* Directions: Among the entries that follow, find the lines holding "mark" and say how many there are, with no other words.
*****
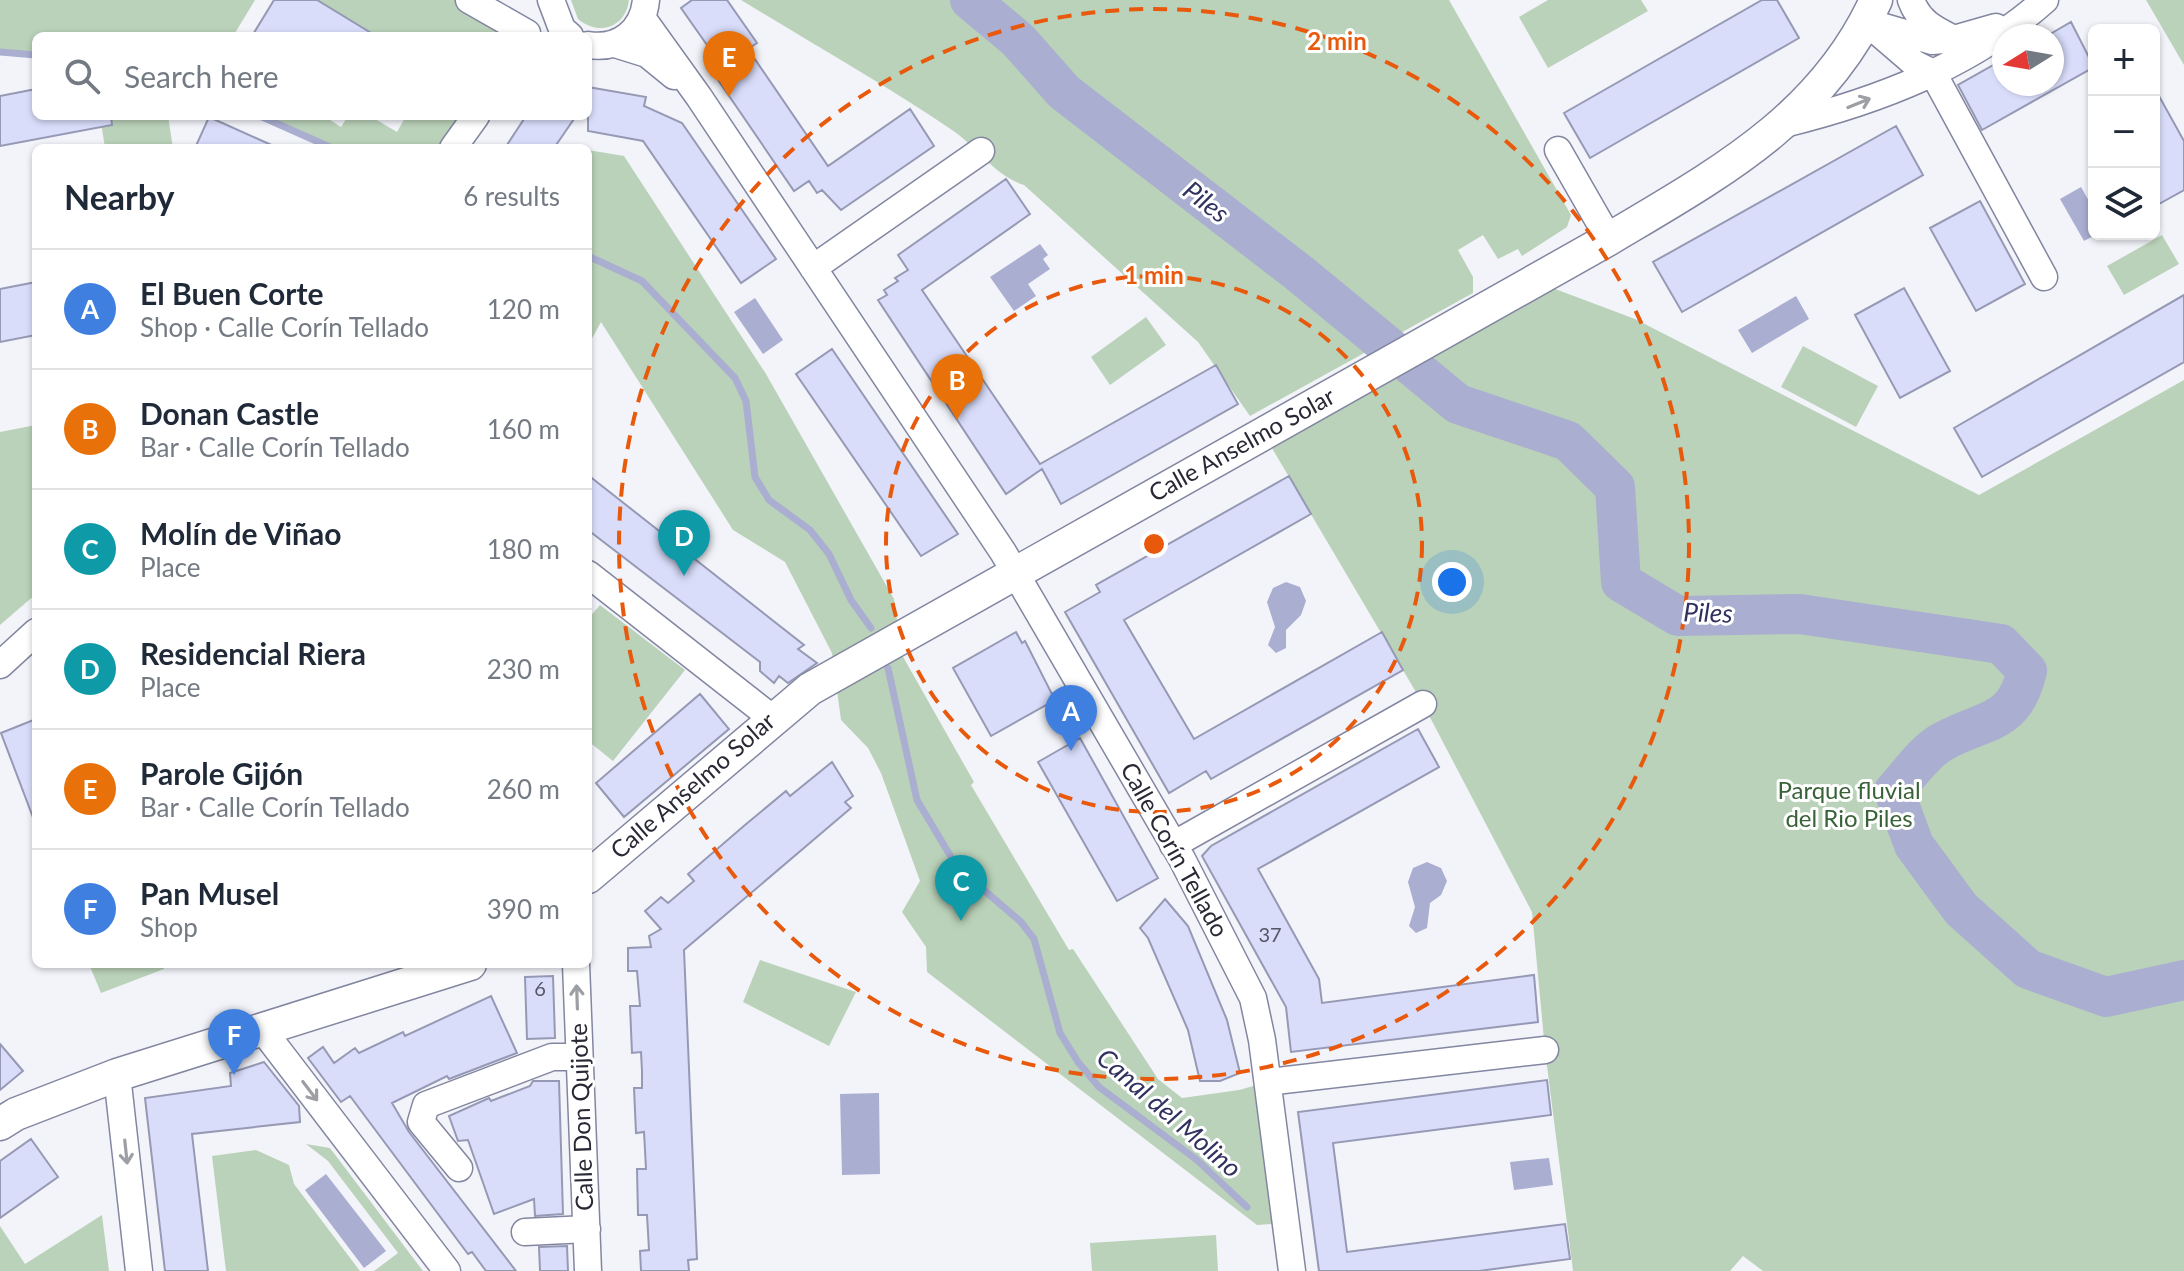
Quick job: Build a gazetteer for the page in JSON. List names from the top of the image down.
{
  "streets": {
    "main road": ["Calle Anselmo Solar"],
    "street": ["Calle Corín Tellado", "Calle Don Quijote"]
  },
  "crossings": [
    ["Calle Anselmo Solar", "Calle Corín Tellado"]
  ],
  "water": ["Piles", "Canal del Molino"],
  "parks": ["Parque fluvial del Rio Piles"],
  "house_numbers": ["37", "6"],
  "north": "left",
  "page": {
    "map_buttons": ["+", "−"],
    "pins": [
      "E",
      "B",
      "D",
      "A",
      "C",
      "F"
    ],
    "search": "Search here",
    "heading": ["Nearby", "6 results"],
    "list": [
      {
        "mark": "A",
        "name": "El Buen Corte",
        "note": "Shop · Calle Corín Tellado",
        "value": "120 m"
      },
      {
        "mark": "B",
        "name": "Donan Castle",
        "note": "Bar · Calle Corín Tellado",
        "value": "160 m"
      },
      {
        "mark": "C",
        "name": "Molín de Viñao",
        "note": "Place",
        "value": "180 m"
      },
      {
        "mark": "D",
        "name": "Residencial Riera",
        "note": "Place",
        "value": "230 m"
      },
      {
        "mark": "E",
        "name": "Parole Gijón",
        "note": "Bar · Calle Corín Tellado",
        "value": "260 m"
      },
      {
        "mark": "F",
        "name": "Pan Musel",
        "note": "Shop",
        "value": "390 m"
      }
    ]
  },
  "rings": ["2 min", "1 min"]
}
*****
* Output of the exercise: 6